MicroScope

A reproducible mechanistic-interpretability toolkit. On a small open model (Gemma-2-2B primary; Pythia-70M for smoke tests) it trains sparse autoencoders (SAEs) and transcoders, automatically interprets and scores their features, evaluates them with a probing/SAEBench setup, discovers one feature circuit, and, most importantly, runs adversarial controls that test whether the interpretability is real:

a randomized-model baseline (the same pipeline on randomized weights: how much of the score is just token statistics?), and
a simple-vector steering baseline (does an SAE feature steer better than a plain difference-of-means direction?).

The deliverable is a clean, installable repo plus a written report framed as a finding that honestly labels what was reproduced, what is novel, and what is inconclusive. The defining property of this project is honest evaluation; see docs/RULES.md.

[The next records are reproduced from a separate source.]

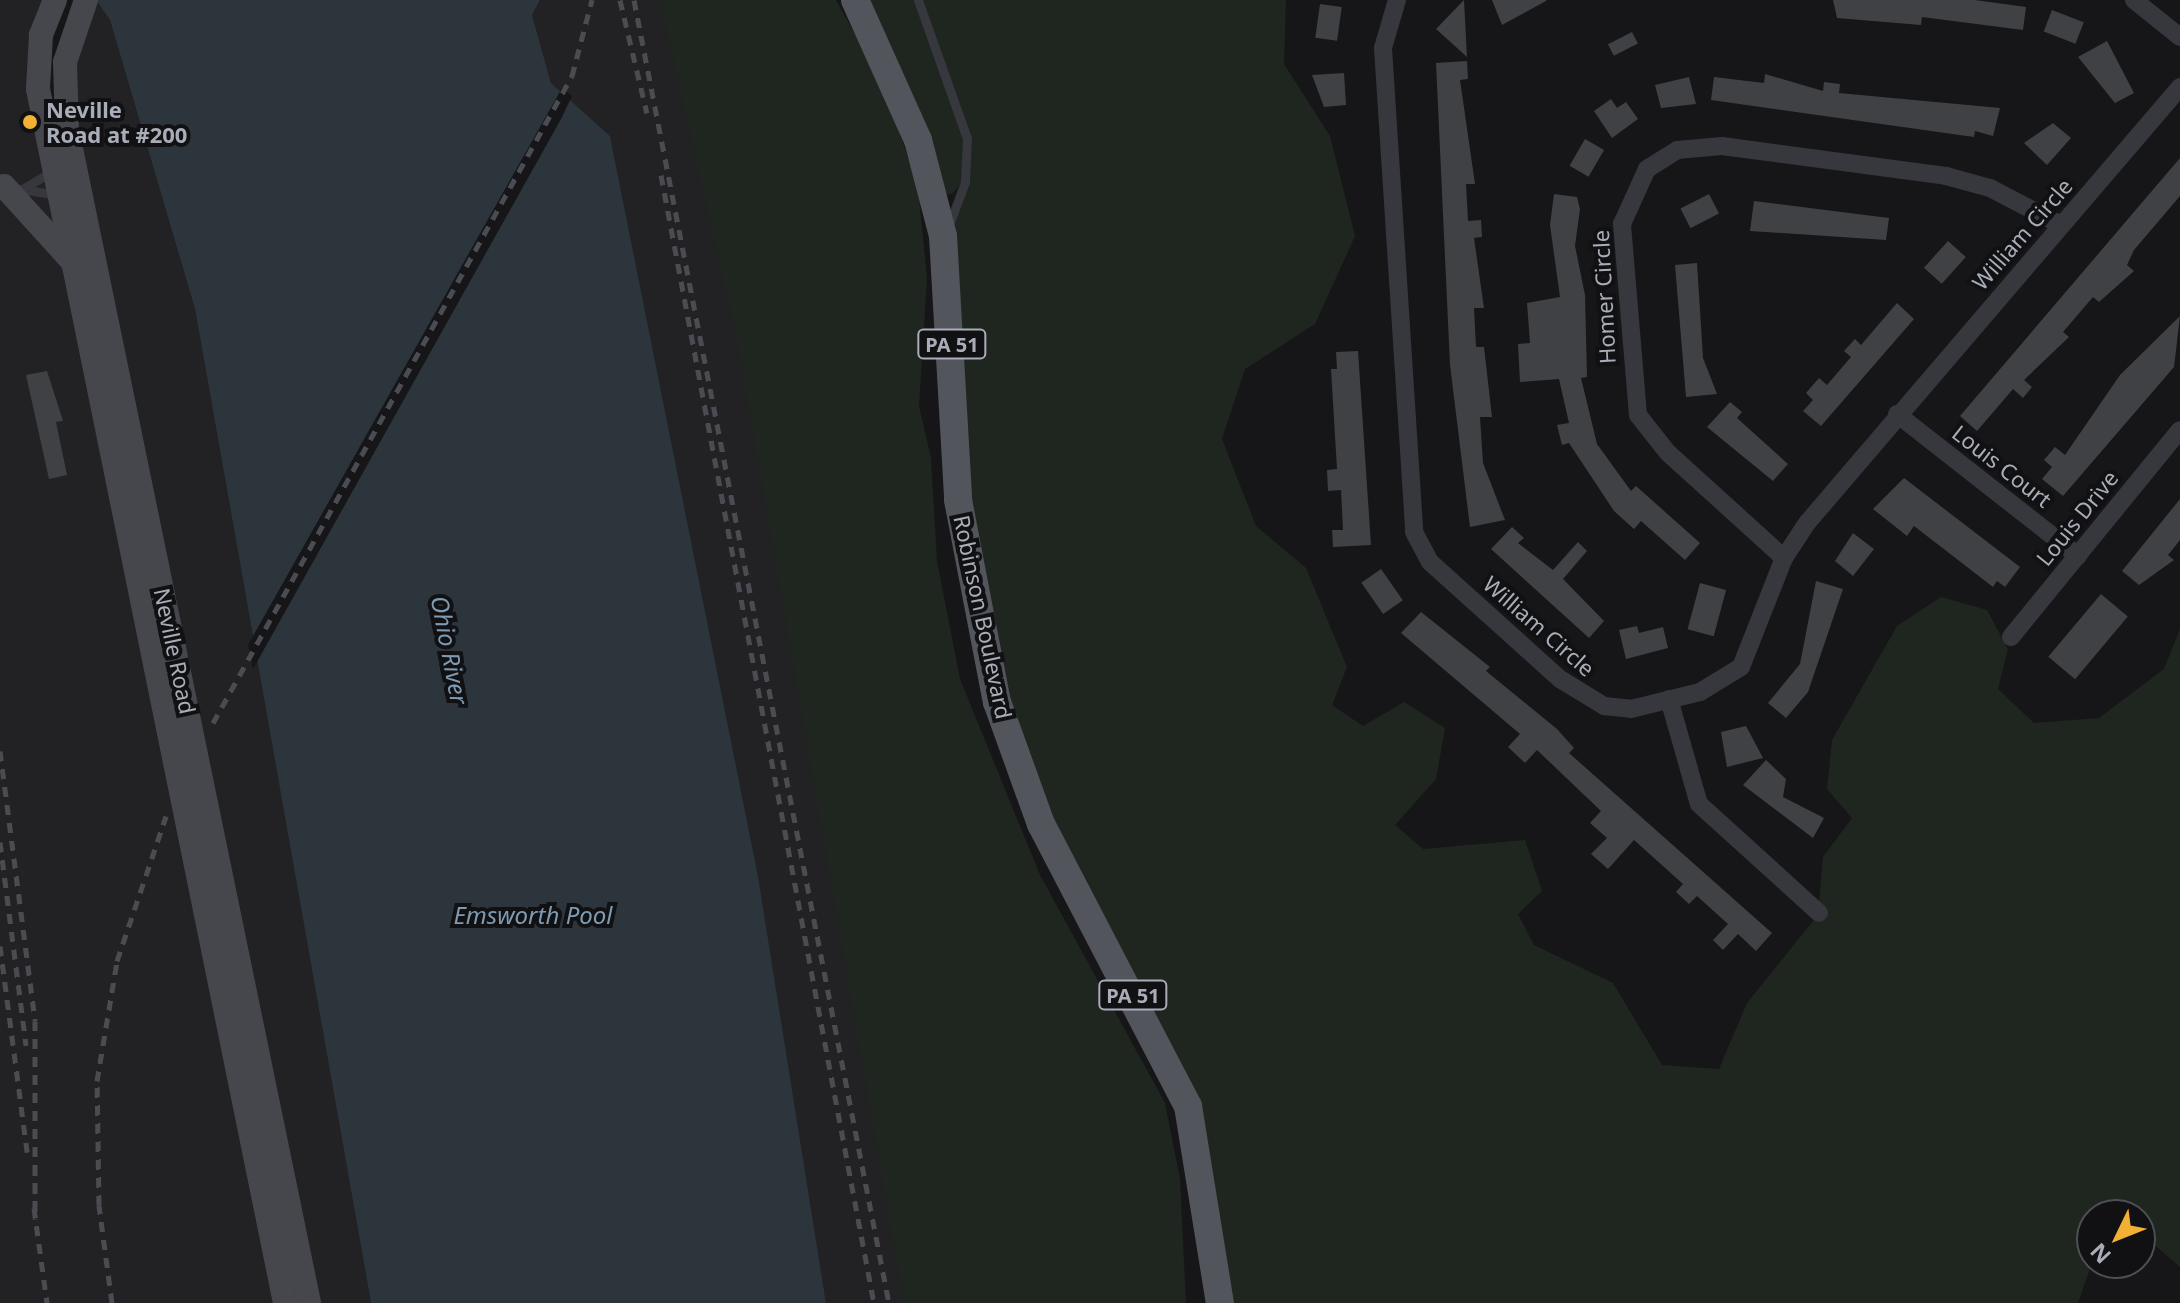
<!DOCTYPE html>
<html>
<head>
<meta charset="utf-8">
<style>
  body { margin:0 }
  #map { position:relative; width:2180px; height:1303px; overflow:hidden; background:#161618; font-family:"Noto Sans",sans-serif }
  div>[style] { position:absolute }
  .built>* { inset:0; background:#222225 }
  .green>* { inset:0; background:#1e261f }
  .water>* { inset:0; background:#2c353c }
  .pier>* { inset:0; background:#161618 }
  .building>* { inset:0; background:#404145; transform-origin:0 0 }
  .lane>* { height:9px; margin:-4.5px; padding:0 4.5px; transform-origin:4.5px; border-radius:4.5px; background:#37383d }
  .street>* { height:18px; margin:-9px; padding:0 9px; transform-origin:9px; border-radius:9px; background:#37383d }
  .secondary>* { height:24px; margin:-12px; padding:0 12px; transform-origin:12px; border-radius:12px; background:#45474d }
  .primary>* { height:28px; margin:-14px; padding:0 14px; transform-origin:14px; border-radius:14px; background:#53555c }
  .rail>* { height:5px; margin-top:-2.5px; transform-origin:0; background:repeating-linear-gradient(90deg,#4a4c52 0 10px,transparent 0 18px) }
  .dots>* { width:22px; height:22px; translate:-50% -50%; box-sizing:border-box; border:4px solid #111113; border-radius:50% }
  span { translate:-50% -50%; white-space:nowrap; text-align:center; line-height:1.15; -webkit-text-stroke:8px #111113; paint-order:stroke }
  .shield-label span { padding:2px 6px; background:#111113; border:2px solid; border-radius:6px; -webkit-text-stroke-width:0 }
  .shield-label { font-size:20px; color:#a8adb8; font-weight:700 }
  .poi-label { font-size:22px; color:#a8adb8; font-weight:700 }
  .left { translate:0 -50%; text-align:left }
  .street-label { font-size:22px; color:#a8adb8 }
  .water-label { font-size:24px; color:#7f9bb3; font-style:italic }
  .north { position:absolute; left:2076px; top:1199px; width:80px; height:80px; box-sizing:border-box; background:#111113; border:2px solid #4d4f55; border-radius:50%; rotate:227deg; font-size:22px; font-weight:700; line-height:32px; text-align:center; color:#a8adb8 }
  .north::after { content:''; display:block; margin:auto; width:28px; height:36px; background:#f2b134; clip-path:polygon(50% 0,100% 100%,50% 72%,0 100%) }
</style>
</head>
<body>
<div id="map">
  <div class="built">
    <div style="clip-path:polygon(0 0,55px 0,37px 61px,285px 1303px,0 1303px)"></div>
    <div style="clip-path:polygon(96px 0,110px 20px,195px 309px,371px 1303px,309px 1303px,67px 129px,79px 11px)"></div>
    <div style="clip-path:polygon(540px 0,705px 0,978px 1303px,826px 1303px,758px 876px,610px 136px,551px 83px,532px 15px)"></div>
  </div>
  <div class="green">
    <div style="clip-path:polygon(660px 0,836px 0,883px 85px,918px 187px,927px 278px,919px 406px,931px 458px,937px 561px,960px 679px,1040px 875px,1165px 1103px,1180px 1179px,1186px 1303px,904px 1303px,737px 339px)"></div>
    <div style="clip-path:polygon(857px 0,916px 0,965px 138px,963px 181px,953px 193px,944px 196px)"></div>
    <div style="clip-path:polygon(920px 0,1286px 0,1284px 64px,1330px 136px,1355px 236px,1315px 324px,1245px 369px,1222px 439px,1256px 526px,1306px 568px,1347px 667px,1332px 705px,1363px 726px,1404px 702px,1445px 728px,1436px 779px,1395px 825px,1423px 849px,1525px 840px,1542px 891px,1518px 914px,1534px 945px,1613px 983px,1662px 1065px,1719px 1069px,1747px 1003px,1818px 915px,1823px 857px,1852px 818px,1827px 789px,1832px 740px,1897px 626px,1941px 597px,1987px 610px,2008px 649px,1998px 689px,2034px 723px,2099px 718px,2164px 669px,2180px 629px,2180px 1267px,2156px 1246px,2140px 1251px,2140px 1215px,2092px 1215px,2092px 1263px,2103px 1263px,2090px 1268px,2078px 1303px,1222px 1303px,1197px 1108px,1046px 820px,1001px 701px,964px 499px,946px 236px,970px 160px)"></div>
  </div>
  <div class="water">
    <div style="clip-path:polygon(96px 0,540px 0,532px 15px,551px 83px,610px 136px,758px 876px,826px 1303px,371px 1303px,195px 309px,110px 20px)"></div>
  </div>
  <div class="pier">
    <div style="clip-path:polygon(562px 88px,572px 96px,561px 119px,253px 669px,248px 645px)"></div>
  </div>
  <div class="building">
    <div style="clip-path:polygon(1464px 0,1467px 57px,1436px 29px)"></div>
    <div style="clip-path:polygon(1492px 0,1546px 0,1546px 1px,1502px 25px)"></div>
    <div style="clip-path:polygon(1833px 0,1975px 0,2026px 7px,2023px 30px,1922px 17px,1921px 25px,1837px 18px)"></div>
    <div style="left:1320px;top:4px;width:22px;height:34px;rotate:8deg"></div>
    <div style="left:2052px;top:10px;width:34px;height:23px;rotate:21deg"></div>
    <div style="left:1632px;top:32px;width:13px;height:27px;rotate:63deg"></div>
    <div style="clip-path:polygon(2107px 41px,2134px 93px,2115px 103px,2078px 57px)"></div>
    <div style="clip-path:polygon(1467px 61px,1468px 79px,1460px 80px,1475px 184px,1466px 184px,1468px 221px,1481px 220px,1482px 237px,1474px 238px,1484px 308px,1474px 308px,1476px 347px,1484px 347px,1492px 417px,1480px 417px,1483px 463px,1505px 520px,1470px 527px,1450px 365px,1436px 63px)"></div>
    <div style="clip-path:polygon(1344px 73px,1346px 105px,1324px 107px,1312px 75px)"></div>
    <div style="clip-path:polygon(1765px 74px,1823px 91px,1824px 82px,1840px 84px,1839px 93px,2000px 108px,1993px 136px,1975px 131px,1974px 137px,1711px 100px,1714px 77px,1764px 83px)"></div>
    <div style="clip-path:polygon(1689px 77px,1696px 104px,1661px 108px,1655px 85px)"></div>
    <div style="clip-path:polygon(1611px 99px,1617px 108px,1626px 102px,1638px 119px,1612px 138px,1594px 111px)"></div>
    <div style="clip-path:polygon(2053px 123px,2071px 138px,2047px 165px,2024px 143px)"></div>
    <div style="left:1585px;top:139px;width:22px;height:31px;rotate:30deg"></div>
    <div style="clip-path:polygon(2180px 158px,2180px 196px,2134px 250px,2127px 265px,2134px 271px,2099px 302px,2093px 297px,2063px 332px,2069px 337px,2024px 380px,2032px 387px,2023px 398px,2013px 389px,1977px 431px,1960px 416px)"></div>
    <div style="clip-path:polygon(1554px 194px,1577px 197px,1580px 209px,1575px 246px,1585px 295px,1587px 377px,1581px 378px,1597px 444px,1631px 491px,1636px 486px,1700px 543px,1685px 560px,1641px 521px,1634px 529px,1614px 511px,1569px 443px,1562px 445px,1557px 425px,1569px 423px,1559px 379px,1520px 382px,1518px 344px,1530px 343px,1527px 303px,1560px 297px,1550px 225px)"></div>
    <div style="left:1709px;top:194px;width:22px;height:32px;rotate:63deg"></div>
    <div style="clip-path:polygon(1754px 201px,1889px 218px,1886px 240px,1750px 231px)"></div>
    <div style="left:1948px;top:241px;width:24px;height:36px;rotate:42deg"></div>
    <div style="clip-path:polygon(1697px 263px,1703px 358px,1717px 394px,1686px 397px,1675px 265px)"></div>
    <div style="clip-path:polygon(1897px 303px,1914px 319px,1821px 426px,1803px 411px,1813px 400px,1806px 393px,1819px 378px,1827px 385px,1851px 357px,1844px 351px,1855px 339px,1861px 345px)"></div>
    <div style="clip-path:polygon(2180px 316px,2174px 367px,2063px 496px,2042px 479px,2052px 467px,2044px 460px,2055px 447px,2065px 455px,2120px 375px)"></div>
    <div style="clip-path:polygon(1358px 351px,1371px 545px,1333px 547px,1332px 530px,1343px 530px,1341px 490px,1328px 491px,1327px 470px,1337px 469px,1331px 369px,1337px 369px,1336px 352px)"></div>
    <div style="clip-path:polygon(47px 371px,63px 421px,56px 422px,67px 475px,49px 479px,26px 375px)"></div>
    <div style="clip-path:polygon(1730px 402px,1742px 412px,1737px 418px,1788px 464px,1773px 481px,1707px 427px)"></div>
    <div style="clip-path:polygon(1904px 478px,2020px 567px,2005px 587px,1997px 581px,1993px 587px,1914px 526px,1907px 536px,1873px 509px)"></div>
    <div style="clip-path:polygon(2180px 499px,2180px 540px,2168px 555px,2174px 560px,2139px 585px,2122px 571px)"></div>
    <div style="clip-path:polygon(1512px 527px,1524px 538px,1518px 543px,1553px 570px,1578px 542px,1587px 551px,1563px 579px,1604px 621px,1589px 638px,1491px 549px)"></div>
    <div style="clip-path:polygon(1853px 533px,1874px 549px,1853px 576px,1835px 561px)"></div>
    <div style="left:1381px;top:569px;width:38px;height:24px;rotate:55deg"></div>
    <div style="clip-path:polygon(1816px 581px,1843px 589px,1808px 692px,1786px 718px,1768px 703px,1800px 664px)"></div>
    <div style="left:1700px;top:583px;width:27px;height:48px;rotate:15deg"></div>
    <div style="left:2101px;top:594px;width:35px;height:82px;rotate:40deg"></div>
    <div style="clip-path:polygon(1421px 612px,1490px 667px,1486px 671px,1557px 729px,1574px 748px,1569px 753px,1772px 933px,1756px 951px,1738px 934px,1723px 950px,1713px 940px,1728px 924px,1697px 896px,1689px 904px,1676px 892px,1683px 884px,1634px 840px,1608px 869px,1591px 854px,1607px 838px,1590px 823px,1601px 811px,1537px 750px,1525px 763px,1508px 747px,1520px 734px,1401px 633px)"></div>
    <div style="clip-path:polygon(1637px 626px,1639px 633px,1663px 627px,1668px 648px,1626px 659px,1619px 630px)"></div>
    <div style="clip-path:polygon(1746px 726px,1763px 758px,1727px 767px,1721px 732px)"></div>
    <div style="clip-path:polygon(1766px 760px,1786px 779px,1783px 797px,1824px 818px,1813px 838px,1743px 785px)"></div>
  </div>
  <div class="lane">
    <div style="left:918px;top:0;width:146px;rotate:70.5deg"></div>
    <div style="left:967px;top:138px;width:44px;rotate:92.6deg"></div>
    <div style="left:965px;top:182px;width:51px;rotate:110.6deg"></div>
    <div style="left:14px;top:188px;width:45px;rotate:9deg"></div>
    <div style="left:21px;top:190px;width:37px;rotate:-31deg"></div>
  </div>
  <div class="street">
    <div style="left:1397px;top:0;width:50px;rotate:106.3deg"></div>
    <div style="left:1383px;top:48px;width:485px;rotate:86.3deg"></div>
    <div style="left:1414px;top:532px;width:34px;rotate:62deg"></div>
    <div style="left:1430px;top:562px;width:175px;rotate:42deg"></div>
    <div style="left:1560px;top:679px;width:52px;rotate:31.5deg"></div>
    <div style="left:1604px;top:706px;width:27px;rotate:6deg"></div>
    <div style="left:1631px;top:709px;width:71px;rotate:-13.8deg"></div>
    <div style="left:1700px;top:692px;width:48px;rotate:-31.4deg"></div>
    <div style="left:1741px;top:667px;width:117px;rotate:-68.5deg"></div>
    <div style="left:1784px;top:558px;width:42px;rotate:-56.7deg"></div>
    <div style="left:1807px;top:523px;width:574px;rotate:-49.45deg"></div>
    <div style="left:2134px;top:0;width:59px;rotate:38.8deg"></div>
    <div style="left:1897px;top:414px;width:230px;rotate:38.1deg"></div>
    <div style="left:1784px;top:558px;width:156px;rotate:-137.8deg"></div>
    <div style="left:1668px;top:453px;width:48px;rotate:-128.3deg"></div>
    <div style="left:1638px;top:415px;width:192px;rotate:-94.8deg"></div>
    <div style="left:1622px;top:224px;width:60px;rotate:-65.6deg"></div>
    <div style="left:1647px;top:169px;width:36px;rotate:-32deg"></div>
    <div style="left:1677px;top:150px;width:45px;rotate:-5.1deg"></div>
    <div style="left:1722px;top:146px;width:226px;rotate:7.6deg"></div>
    <div style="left:1946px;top:176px;width:46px;rotate:15.3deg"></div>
    <div style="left:1990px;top:188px;width:80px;rotate:27.5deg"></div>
    <div style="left:2011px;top:637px;width:267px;rotate:-50.8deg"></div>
    <div style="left:1669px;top:699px;width:109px;rotate:74.1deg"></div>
    <div style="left:1699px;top:804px;width:162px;rotate:42.2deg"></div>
  </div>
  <div class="secondary">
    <div style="left:55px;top:0;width:38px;rotate:112deg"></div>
    <div style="left:41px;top:35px;width:54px;rotate:93.2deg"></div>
    <div style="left:38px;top:89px;width:1239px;rotate:78.5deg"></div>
    <div style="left:86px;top:0;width:65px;rotate:108.7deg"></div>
    <div style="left:65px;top:62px;width:67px;rotate:88.3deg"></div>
    <div style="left:67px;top:129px;width:1199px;rotate:78.35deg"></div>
    <div style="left:4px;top:186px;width:101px;rotate:47.8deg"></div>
  </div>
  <div class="primary">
    <div style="left:855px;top:0;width:154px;rotate:65.8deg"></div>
    <div style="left:918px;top:140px;width:99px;rotate:75.4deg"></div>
    <div style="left:943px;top:236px;width:264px;rotate:86.7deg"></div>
    <div style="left:958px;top:500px;width:206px;rotate:79.1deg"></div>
    <div style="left:997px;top:702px;width:130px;rotate:70.2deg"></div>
    <div style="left:1041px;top:824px;width:318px;rotate:62.5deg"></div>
    <div style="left:1188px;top:1106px;width:200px;rotate:80.8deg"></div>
  </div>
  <div class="rail">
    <div style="left:620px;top:0;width:116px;rotate:76.6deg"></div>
    <div style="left:634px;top:0;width:1328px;rotate:78.93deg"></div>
    <div style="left:661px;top:175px;width:1148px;rotate:79.31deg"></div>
    <div style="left:213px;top:723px;width:740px;rotate:-60.98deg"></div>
    <div style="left:572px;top:76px;width:79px;rotate:-75.3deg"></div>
    <div style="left:0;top:751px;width:272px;rotate:82.6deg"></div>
    <div style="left:35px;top:1021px;width:198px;rotate:90deg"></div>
    <div style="left:0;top:842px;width:205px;rotate:82.7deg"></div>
    <div style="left:0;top:946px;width:208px;rotate:82.5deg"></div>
    <div style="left:34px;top:1208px;width:96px;rotate:82.2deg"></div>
    <div style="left:112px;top:1303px;width:99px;rotate:-97.6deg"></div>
    <div style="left:99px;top:1205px;width:124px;rotate:-90.9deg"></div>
    <div style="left:97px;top:1081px;width:122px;rotate:-80.5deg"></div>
    <div style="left:117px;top:961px;width:153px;rotate:-71.3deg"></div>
  </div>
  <div class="dots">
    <div style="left:30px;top:122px;background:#f2b134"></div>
  </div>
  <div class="shield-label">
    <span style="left:952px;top:344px">PA 51</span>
    <span style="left:1133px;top:995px">PA 51</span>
  </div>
  <div class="poi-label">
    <span class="left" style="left:46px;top:122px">Neville<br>Road at #200</span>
  </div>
  <div class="street-label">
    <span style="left:2022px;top:234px;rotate:-49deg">William Circle</span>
    <span style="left:1604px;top:297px;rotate:-93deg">Homer Circle</span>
    <span style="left:2002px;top:466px;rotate:38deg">Louis Court</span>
    <span style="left:2077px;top:518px;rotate:-51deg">Louis Drive</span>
    <span style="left:983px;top:617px;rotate:78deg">Robinson Boulevard</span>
    <span style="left:1539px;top:626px;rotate:41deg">William Circle</span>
    <span style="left:175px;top:651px;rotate:78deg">Neville Road</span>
  </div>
  <div class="water-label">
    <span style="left:450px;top:650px;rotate:79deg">Ohio River</span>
    <span style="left:533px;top:915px">Emsworth Pool</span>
  </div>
  <div class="north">N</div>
</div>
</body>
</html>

Status: Phases 1-5 complete (reproduction, custom coders, head-to-head, controls, circuit), run on Modal under a $30 GPU cap (about $11 spent). The finding is in docs/REPORT.md, and every number traces to docs/EXPERIMENTS.md. Phase 6 = this write-up.

Results (the finding)

Result	Verdict	Evidence
Reproduce Gemma Scope: reconstruction VE 0.80 / L0 83	reproduced	`repro-001/002`
Reproduce SAEBench sparse probing (0.767 vs 0.688 baseline)	reproduced	`repro-003`
Auto-interp pipeline (local scorer)	method reproduced; 3B near-chance, 7B well above chance	`repro-004`, `ai-g2-*-7b`
Custom SAE vs skip-transcoder interpretability head-to-head	scorer-dependent: inconclusive at 3B, transcoder WINS at 7B (novel)	`ai-g2-sae/tc` (3B) then `ai-g2-sae-7b/tc-7b`
Custom SAE SAEBench sparse probing (sparsify to sae_lens adapter, encode-verified)	novel (honest negative): 0.670 < Gemma Scope 0.767 and < its own residual baseline 0.688 (budget training)	`saebench-custom-sae-v2`
Randomized-model control: real-model SAE > randomized-model SAE	conclusive (+0.072, CI [0.033, 0.117])	`ctrl-probe-*`
Steering: SAE feature vs difference-of-means	inconclusive (both steer; dom matches SAE, CI incl 0)	`ctrl-steer-v2`
Feature circuit: 5-10 SAE features = 94-97% of full accuracy	conclusive (novel)	`circuit-g2-sae`
Multi-layer (cross-layer) circuit: about 9 features over L5/12/19 = 97% of full accuracy; concept accumulates by mid-depth	conclusive (novel)	`circuit-multilayer`

In short: the novel transcoder-vs-SAE comparison was inconclusive under the weak 3B scorer, but a stronger local 7B scorer (on an A100-40GB) lifts every score above chance and resolves it. The skip-transcoder is significantly more interpretable on both auto-interp metrics (detection +0.053, CI [+0.016, +0.089]; fuzzing +0.059, CI [+0.019, +0.097]), confirming the pre-registered direction on the interpretability axis. Two scorer-independent results are also conclusive: the SAE encodes real structure beyond token statistics (modestly, since most probing signal is token-level), and a sparse feature circuit faithfully mediates a concept. Full narrative: docs/REPORT.md.

Install

pip install -e .            # CPU dev box: config + CLI + tests; no heavy ML stack
pip install -e ".[dev]"     # + dev tooling (ruff, pytest, mypy)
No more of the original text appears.